(Collected data)
____

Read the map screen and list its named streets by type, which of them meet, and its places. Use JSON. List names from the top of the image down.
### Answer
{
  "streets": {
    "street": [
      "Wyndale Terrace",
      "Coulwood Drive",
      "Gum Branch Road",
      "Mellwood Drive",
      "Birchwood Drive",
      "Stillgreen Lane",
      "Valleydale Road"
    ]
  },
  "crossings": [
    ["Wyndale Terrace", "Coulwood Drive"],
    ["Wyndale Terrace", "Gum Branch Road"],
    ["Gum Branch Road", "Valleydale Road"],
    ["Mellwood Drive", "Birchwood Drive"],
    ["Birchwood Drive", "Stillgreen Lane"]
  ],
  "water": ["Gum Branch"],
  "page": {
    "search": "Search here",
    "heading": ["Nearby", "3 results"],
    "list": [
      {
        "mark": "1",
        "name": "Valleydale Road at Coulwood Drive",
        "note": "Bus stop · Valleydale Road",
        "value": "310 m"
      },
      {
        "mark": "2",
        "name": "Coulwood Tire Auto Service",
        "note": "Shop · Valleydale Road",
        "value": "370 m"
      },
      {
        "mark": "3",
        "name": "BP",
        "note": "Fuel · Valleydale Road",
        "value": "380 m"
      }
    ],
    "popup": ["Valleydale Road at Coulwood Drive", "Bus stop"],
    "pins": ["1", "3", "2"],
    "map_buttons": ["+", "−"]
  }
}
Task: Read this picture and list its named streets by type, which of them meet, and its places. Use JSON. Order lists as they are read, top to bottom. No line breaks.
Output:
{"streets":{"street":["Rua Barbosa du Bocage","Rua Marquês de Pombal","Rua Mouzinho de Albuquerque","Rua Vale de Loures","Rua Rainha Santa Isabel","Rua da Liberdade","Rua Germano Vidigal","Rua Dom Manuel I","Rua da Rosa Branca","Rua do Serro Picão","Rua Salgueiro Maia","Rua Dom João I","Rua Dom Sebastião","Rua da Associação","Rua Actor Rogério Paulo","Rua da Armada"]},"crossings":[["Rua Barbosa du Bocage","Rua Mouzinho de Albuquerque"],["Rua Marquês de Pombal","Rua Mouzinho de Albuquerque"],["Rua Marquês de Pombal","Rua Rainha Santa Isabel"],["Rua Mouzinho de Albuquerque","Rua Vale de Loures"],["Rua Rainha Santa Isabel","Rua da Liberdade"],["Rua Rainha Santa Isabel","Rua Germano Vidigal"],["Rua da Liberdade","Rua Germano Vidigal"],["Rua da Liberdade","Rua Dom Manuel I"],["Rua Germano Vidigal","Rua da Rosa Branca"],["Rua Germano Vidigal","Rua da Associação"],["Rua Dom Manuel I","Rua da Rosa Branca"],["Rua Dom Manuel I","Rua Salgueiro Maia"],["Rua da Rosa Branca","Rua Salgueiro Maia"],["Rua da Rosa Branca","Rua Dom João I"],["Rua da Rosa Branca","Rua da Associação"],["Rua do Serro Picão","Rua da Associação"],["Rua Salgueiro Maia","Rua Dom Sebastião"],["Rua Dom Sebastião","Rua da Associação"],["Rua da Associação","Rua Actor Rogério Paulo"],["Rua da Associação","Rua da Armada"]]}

____

WORK TO COMPLETE | Filter the entries down to the lines containing "JSON". Copy each of those lines.

EXERCISE ANSWER |
Read the map screen and list its named streets by type, which of them meet, and its places. Use JSON. List names from the top of the image down.
Task: Read this picture and list its named streets by type, which of them meet, and its places. Use JSON. Order lists as they are read, top to bottom. No line breaks.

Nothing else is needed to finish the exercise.